## What to do
The records should be restated exactly from their first line through the line with "M857 248 873 249 872 307 855 306Z" in it.

## Information given
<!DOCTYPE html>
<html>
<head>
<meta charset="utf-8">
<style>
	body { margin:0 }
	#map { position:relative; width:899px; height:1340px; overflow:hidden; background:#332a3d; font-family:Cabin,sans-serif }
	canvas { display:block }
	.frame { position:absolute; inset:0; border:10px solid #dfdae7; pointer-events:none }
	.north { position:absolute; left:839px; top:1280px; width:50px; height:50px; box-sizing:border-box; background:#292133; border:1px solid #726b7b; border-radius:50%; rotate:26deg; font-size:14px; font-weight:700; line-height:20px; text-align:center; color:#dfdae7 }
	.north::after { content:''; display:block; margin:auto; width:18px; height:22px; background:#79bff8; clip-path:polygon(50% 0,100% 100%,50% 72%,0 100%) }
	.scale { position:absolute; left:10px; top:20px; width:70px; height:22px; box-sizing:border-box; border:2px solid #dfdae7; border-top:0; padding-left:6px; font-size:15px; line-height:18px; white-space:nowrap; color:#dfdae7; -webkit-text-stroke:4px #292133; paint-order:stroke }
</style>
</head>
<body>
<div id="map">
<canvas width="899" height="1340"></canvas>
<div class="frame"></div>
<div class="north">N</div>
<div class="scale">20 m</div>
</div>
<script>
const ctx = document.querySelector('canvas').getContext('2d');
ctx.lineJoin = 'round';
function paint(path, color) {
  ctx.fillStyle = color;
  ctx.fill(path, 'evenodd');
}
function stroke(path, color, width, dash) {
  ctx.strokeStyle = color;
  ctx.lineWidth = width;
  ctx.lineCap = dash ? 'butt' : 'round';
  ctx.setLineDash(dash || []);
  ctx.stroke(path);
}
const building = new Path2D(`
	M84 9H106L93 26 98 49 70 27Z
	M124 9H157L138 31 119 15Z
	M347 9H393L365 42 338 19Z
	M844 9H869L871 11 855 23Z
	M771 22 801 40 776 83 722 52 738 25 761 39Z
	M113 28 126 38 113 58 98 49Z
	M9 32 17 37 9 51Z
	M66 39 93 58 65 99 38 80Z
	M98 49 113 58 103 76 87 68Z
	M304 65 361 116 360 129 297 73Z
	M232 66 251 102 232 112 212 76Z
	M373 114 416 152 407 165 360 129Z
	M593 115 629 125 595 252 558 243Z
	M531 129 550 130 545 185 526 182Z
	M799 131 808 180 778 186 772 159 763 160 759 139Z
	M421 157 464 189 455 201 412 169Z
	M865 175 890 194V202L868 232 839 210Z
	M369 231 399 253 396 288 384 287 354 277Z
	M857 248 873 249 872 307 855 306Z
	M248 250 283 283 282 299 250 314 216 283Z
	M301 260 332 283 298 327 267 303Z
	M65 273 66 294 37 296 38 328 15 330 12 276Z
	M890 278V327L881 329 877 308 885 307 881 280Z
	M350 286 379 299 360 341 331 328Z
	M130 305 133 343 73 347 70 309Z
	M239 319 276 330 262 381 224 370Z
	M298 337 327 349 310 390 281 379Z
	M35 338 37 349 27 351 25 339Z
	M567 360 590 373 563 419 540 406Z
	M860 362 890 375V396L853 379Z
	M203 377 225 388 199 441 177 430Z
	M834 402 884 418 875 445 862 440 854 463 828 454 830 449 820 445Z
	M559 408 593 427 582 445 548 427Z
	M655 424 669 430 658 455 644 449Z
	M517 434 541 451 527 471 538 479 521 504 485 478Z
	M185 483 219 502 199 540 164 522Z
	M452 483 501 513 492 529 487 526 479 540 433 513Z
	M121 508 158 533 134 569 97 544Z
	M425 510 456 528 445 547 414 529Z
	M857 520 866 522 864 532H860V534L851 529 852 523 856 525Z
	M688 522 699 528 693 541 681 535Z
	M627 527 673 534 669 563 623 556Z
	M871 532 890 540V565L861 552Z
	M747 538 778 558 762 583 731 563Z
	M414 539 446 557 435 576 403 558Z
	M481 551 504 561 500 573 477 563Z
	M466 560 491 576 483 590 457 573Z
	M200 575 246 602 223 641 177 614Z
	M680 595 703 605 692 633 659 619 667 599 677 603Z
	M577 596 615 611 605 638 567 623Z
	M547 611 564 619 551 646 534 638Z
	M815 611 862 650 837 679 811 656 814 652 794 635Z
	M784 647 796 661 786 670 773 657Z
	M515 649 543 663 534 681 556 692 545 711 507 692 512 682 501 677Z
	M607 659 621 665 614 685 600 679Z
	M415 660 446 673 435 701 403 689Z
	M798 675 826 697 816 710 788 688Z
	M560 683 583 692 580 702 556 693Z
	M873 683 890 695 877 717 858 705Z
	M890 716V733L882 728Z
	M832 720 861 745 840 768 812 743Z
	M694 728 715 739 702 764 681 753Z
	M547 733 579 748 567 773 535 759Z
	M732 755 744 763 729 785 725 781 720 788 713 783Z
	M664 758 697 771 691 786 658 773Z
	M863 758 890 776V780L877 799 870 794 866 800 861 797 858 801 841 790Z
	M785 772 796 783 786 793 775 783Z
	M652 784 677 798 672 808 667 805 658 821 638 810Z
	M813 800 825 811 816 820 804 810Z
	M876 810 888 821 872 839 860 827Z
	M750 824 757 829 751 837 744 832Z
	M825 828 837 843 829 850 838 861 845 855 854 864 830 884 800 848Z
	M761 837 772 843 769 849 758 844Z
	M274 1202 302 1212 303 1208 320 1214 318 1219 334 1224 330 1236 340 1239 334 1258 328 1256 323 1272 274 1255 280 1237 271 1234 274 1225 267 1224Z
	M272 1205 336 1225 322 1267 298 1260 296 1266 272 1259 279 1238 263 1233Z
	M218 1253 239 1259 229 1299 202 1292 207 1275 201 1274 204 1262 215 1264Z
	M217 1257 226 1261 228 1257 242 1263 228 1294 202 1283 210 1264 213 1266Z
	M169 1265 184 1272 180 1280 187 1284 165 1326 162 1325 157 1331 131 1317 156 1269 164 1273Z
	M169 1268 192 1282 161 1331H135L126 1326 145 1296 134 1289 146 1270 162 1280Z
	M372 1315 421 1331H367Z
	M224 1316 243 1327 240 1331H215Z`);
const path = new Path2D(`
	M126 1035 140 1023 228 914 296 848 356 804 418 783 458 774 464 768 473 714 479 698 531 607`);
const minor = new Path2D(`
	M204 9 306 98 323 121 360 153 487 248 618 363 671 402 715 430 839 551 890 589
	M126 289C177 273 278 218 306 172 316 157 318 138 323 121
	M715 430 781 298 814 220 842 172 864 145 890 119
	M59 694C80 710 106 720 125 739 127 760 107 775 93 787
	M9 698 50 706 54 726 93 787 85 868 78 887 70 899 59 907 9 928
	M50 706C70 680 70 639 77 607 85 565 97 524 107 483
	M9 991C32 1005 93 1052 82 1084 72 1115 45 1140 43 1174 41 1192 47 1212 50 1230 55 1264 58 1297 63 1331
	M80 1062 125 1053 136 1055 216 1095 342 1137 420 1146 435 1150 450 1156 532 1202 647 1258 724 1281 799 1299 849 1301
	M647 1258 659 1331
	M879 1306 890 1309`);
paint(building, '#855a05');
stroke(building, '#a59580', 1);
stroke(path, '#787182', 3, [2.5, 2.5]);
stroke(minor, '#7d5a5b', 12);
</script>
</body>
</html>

## The completed task
<!DOCTYPE html>
<html>
<head>
<meta charset="utf-8">
<style>
	body { margin:0 }
	#map { position:relative; width:899px; height:1340px; overflow:hidden; background:#332a3d; font-family:Cabin,sans-serif }
	canvas { display:block }
	.frame { position:absolute; inset:0; border:10px solid #dfdae7; pointer-events:none }
	.north { position:absolute; left:839px; top:1280px; width:50px; height:50px; box-sizing:border-box; background:#292133; border:1px solid #726b7b; border-radius:50%; rotate:26deg; font-size:14px; font-weight:700; line-height:20px; text-align:center; color:#dfdae7 }
	.north::after { content:''; display:block; margin:auto; width:18px; height:22px; background:#79bff8; clip-path:polygon(50% 0,100% 100%,50% 72%,0 100%) }
	.scale { position:absolute; left:10px; top:20px; width:70px; height:22px; box-sizing:border-box; border:2px solid #dfdae7; border-top:0; padding-left:6px; font-size:15px; line-height:18px; white-space:nowrap; color:#dfdae7; -webkit-text-stroke:4px #292133; paint-order:stroke }
</style>
</head>
<body>
<div id="map">
<canvas width="899" height="1340"></canvas>
<div class="frame"></div>
<div class="north">N</div>
<div class="scale">20 m</div>
</div>
<script>
const ctx = document.querySelector('canvas').getContext('2d');
ctx.lineJoin = 'round';
function paint(path, color) {
  ctx.fillStyle = color;
  ctx.fill(path, 'evenodd');
}
function stroke(path, color, width, dash) {
  ctx.strokeStyle = color;
  ctx.lineWidth = width;
  ctx.lineCap = dash ? 'butt' : 'round';
  ctx.setLineDash(dash || []);
  ctx.stroke(path);
}
const building = new Path2D(`
	M84 9H106L93 26 98 49 70 27Z
	M124 9H157L138 31 119 15Z
	M347 9H393L365 42 338 19Z
	M844 9H869L871 11 855 23Z
	M771 22 801 40 776 83 722 52 738 25 761 39Z
	M113 28 126 38 113 58 98 49Z
	M9 32 17 37 9 51Z
	M66 39 93 58 65 99 38 80Z
	M98 49 113 58 103 76 87 68Z
	M304 65 361 116 360 129 297 73Z
	M232 66 251 102 232 112 212 76Z
	M373 114 416 152 407 165 360 129Z
	M593 115 629 125 595 252 558 243Z
	M531 129 550 130 545 185 526 182Z
	M799 131 808 180 778 186 772 159 763 160 759 139Z
	M421 157 464 189 455 201 412 169Z
	M865 175 890 194V202L868 232 839 210Z
	M369 231 399 253 396 288 384 287 354 277Z
	M857 248 873 249 872 307 855 306Z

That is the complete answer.